PRP Survival Guide

Two poster of the easy way and the hard way

From the Editor…

Prior to November 2013, there was no concerted effort by healthcare professionals or PRP patients to gather information about the PRP community. The first PRP Global Census was based on a mailing list extracted from over 29,000 emails archived by the PRP Support Group founded in 1997. As a member/subscriber to the PRP-L List, I was authorized to use the archives for PRP-related inquiries. It took several months to work my way through the emails gathering what I called “Core Data” which included an email address. This is what I called the EASY WAY.

PRP Worldwide Census

The first “official” census of the PRP community began in November 2013 and concluded in April 2014. During that period over 500 PRP patients or their caregivers, provided what we called “core data”.

✽  Name
✽  Location
✽  Email address
✽  Onset date
✽  Onset age
✽  Misdiagnoses
✽  Biopsy history
✽  Diagnosis date
✽  Information about the “diagnosing” dermatologist
✽  Information about the “treating” dermatologist
✽  Current status, e.g., active versus remission


PRP Facebook Posts & Comments


But the EASY WAY lost its momentum. That’s when I discovered the HARD WAY.

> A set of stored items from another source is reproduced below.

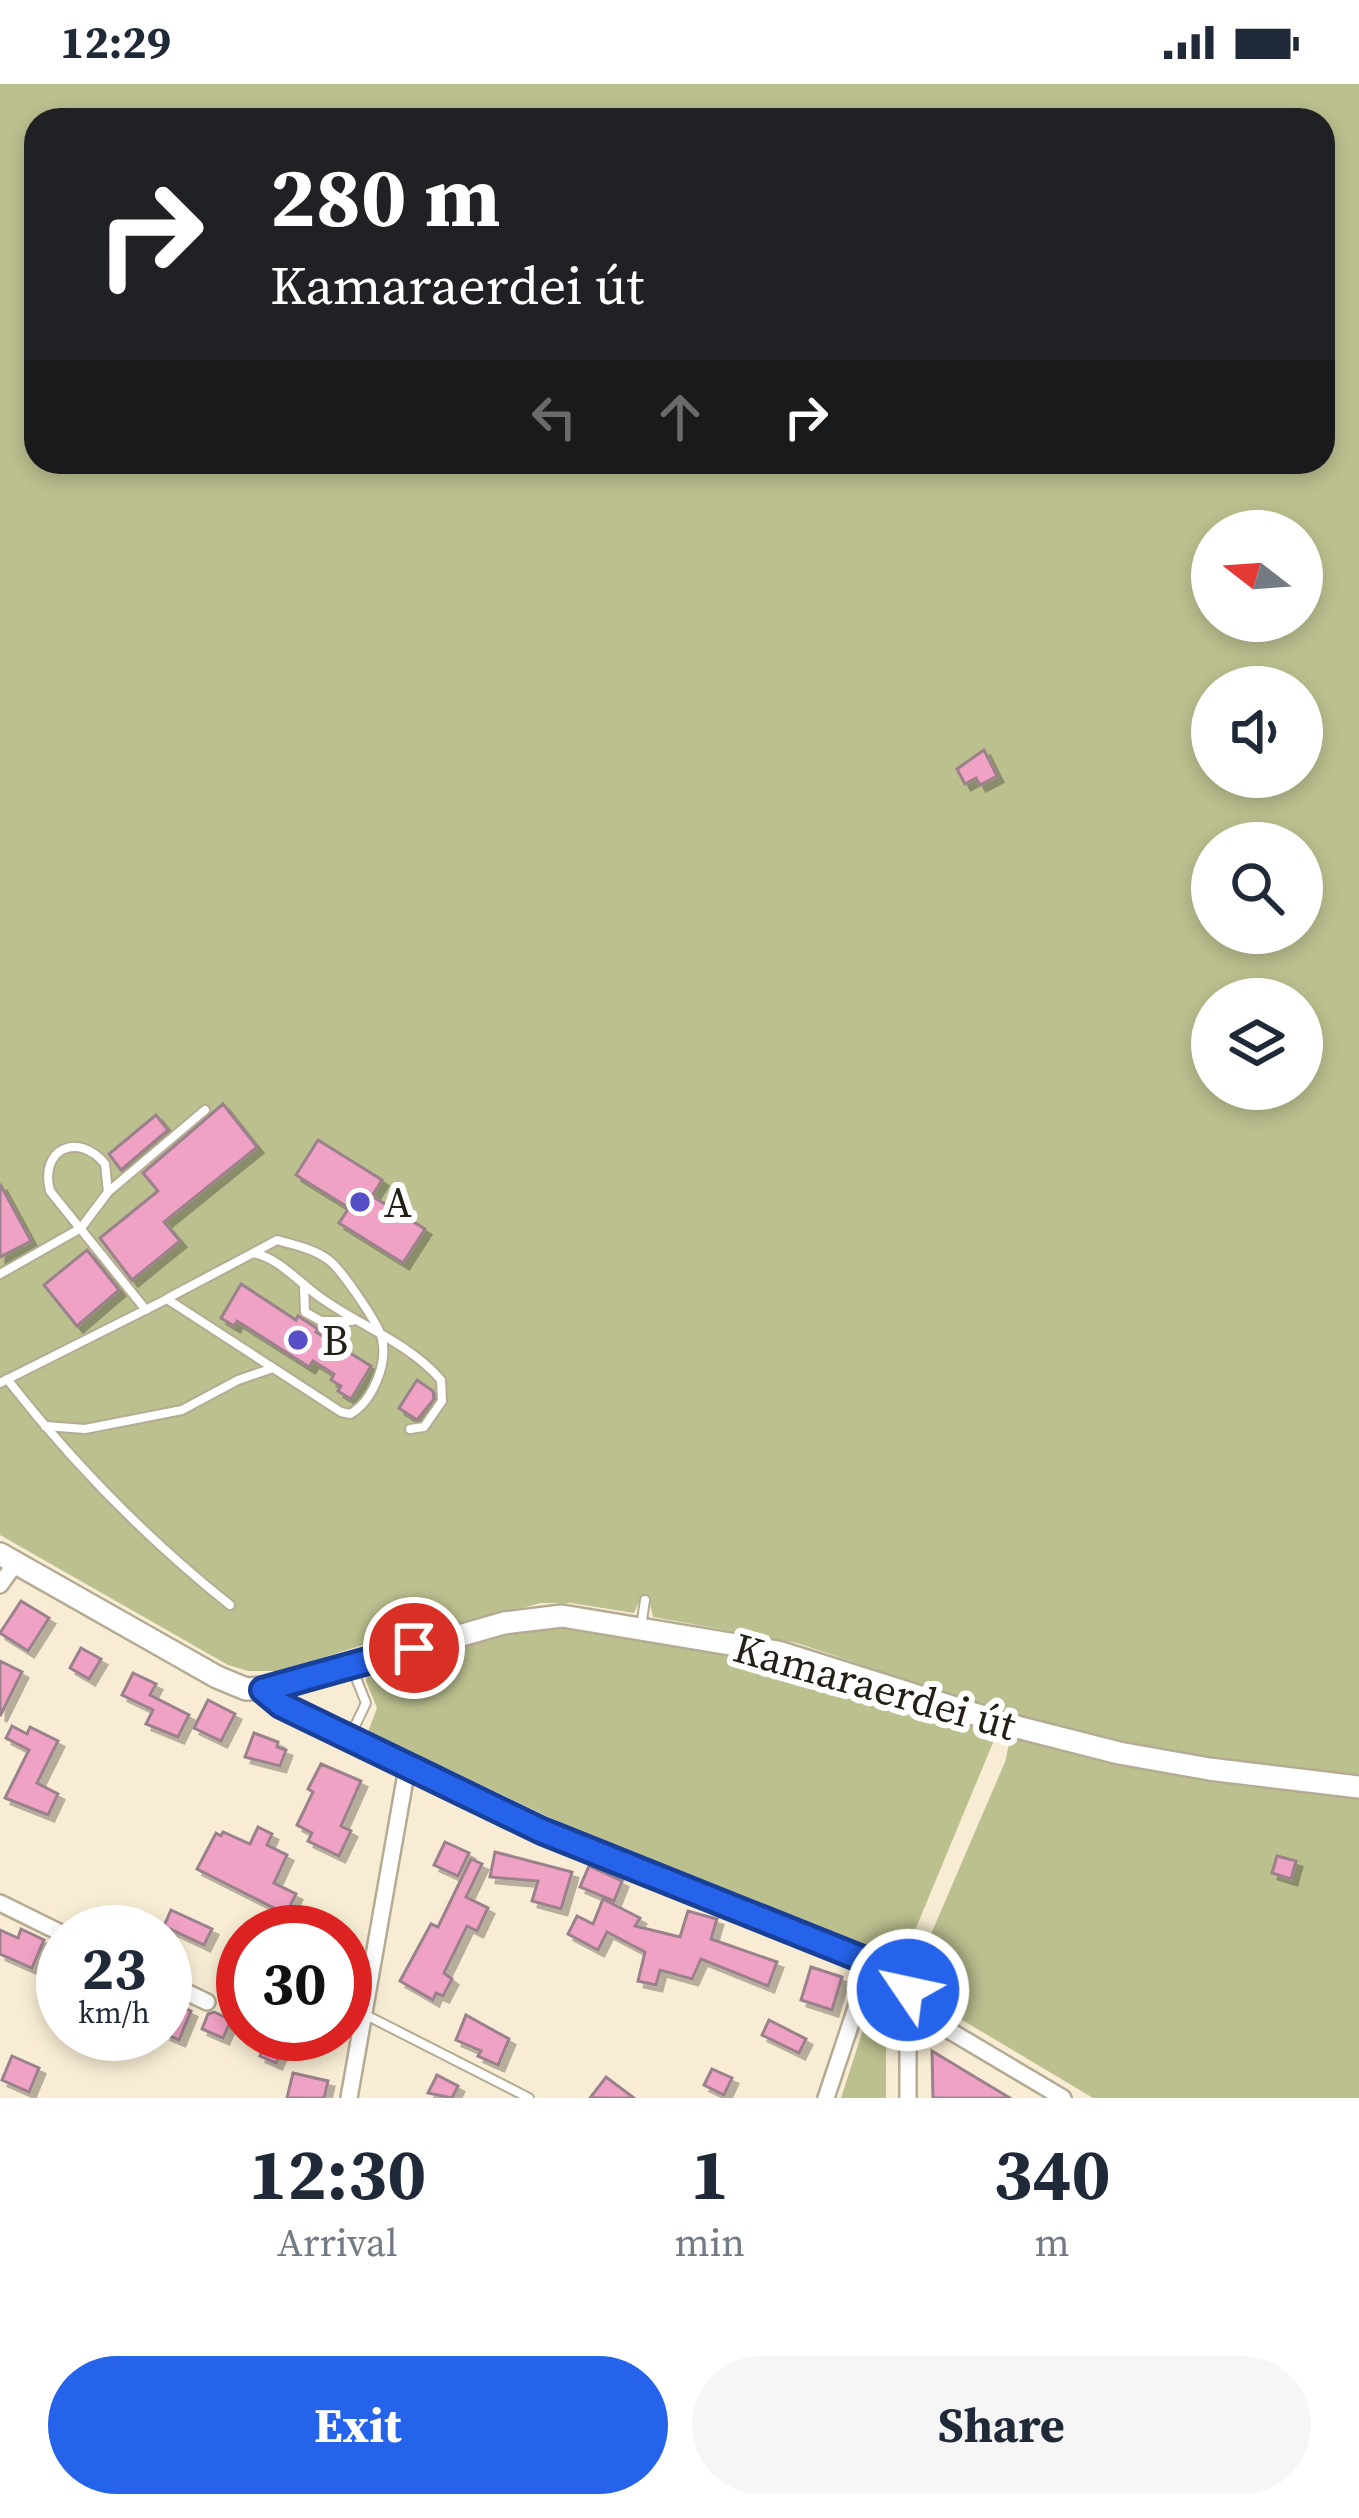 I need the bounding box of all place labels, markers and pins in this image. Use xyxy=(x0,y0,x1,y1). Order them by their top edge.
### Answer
place label: A xyxy=(384,1173,412,1231)
marker: A xyxy=(347,1189,373,1215)
place label: B xyxy=(322,1311,348,1369)
marker: B xyxy=(285,1327,311,1353)
pin xyxy=(363,1597,465,1699)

The alternative to the PRP Worldwide Census is to read the thousands and thousands of posts and comments by PRP patient and caregivers archived on the PRP Facebook Support Group’s webpage. As  questions are asked and answers shared, the “core data” can be harvested.

Today we collect data the hard way — one patient at a time. However, we maintain a contractual relationship with Constant Contact to assist in creating and distributing surveys.